Valuation Metrics Reflect Changing Market Sentiment
Apollo Hospitals currently trades at a price-to-earnings (P/E) ratio of 65.40, a level that has prompted a downgrade in its valuation grade from attractive to fair as of 11 May 2026. This P/E multiple, while high, remains below some peers such as Max Healthcare, which is classified as very expensive with a P/E of 75.7. The price-to-book value (P/BV) stands at 13.49, signalling a premium valuation relative to the company’s net asset base.
Other valuation multiples further illustrate the premium at which Apollo Hospitals is priced. The enterprise value to EBITDA (EV/EBITDA) ratio is 35.63, and the enterprise value to EBIT (EV/EBIT) ratio is 46.42, both indicating elevated expectations for earnings growth and operational efficiency. The PEG ratio of 1.85 suggests that while the stock is expensive on earnings, growth prospects somewhat justify the premium, though it remains below the peer Max Healthcare’s PEG of 2.47.
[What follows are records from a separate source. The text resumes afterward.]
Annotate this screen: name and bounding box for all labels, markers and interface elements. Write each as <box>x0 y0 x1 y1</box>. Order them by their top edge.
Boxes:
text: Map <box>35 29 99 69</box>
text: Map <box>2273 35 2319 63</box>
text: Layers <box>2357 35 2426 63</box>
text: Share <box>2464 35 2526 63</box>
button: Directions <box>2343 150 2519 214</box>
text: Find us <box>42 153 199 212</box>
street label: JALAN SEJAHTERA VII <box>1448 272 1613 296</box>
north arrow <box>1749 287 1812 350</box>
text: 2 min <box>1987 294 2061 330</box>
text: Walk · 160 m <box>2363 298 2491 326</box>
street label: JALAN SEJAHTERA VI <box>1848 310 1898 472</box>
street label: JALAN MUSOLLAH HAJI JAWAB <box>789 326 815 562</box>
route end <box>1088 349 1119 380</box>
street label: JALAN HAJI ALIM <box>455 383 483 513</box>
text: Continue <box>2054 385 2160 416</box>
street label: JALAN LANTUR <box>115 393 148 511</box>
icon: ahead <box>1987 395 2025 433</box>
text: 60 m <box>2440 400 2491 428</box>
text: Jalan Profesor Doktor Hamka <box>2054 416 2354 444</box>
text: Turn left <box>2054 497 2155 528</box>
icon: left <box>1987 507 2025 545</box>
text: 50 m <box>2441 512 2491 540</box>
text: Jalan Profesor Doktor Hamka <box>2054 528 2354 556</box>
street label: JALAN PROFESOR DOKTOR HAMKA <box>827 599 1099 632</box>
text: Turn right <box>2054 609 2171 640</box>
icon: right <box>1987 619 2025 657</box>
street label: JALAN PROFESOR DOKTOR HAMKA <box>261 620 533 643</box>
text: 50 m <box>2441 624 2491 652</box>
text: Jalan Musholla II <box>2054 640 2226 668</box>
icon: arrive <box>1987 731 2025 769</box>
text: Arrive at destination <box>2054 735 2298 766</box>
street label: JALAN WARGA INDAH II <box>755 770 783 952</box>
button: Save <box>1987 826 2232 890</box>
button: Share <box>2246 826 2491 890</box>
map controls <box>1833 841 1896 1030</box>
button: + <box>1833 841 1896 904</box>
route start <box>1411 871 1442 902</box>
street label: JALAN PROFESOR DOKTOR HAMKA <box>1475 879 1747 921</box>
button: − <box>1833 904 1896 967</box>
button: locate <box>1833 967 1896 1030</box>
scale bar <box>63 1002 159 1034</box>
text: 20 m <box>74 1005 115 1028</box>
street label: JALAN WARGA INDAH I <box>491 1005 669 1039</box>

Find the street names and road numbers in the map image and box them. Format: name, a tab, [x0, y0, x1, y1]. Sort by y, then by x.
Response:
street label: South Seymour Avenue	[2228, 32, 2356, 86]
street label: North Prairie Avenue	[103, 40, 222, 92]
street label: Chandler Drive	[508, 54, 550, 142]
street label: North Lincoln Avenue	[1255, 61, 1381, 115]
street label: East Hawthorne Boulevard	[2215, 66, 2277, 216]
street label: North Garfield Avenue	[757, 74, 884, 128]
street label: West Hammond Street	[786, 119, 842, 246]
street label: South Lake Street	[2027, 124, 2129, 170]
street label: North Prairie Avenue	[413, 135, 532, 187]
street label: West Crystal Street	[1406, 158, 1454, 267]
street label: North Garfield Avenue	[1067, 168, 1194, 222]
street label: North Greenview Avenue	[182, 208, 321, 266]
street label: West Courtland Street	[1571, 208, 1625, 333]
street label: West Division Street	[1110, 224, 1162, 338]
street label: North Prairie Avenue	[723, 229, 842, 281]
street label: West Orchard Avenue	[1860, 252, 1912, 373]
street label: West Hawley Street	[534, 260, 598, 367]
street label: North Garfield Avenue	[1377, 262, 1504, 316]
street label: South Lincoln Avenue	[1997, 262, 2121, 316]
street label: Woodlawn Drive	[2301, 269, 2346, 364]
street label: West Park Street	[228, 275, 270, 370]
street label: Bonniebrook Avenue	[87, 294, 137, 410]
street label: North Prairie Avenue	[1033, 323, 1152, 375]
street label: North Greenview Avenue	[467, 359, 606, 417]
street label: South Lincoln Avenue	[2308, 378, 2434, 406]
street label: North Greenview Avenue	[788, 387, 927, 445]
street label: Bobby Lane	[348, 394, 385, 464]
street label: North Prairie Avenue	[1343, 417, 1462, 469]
Strong Operational Metrics Support Valuation
Despite the high multiples, Apollo Hospitals demonstrates solid operational performance. The return on capital employed (ROCE) is a healthy 18.27%, while the return on equity (ROE) stands at 20.63%, reflecting efficient capital utilisation and profitability. Dividend yield remains modest at 0.22%, consistent with the company’s growth-oriented capital allocation strategy.
These metrics underpin the company’s mojo score of 75.0, which has been upgraded from a previous hold to a buy rating, signalling improved confidence in the stock’s medium-term prospects. The market capitalisation classification as a large-cap stock further emphasises its established position within the hospital sector.
Price Performance Outpaces Broader Market
Apollo Hospitals’ share price has shown commendable strength, closing at ₹8,897.35 on 6 July 2026, up 2.30% on the day and touching a 52-week high of ₹8,917.95. The stock’s 52-week low was ₹6,680.00, indicating significant appreciation over the past year.
When compared to the Sensex, Apollo Hospitals has delivered superior returns across multiple time horizons. Year-to-date (YTD), the stock has surged 26.34%, while the Sensex has declined by 8.75%. Over one year, Apollo Hospitals gained 17.78% against the Sensex’s negative 6.58%. Longer-term returns are even more impressive, with a three-year return of 75.50% versus the Sensex’s 19.26%, a five-year return of 138.31% compared to 48.16%, and a remarkable ten-year return of 568.87% against the Sensex’s 186.48%.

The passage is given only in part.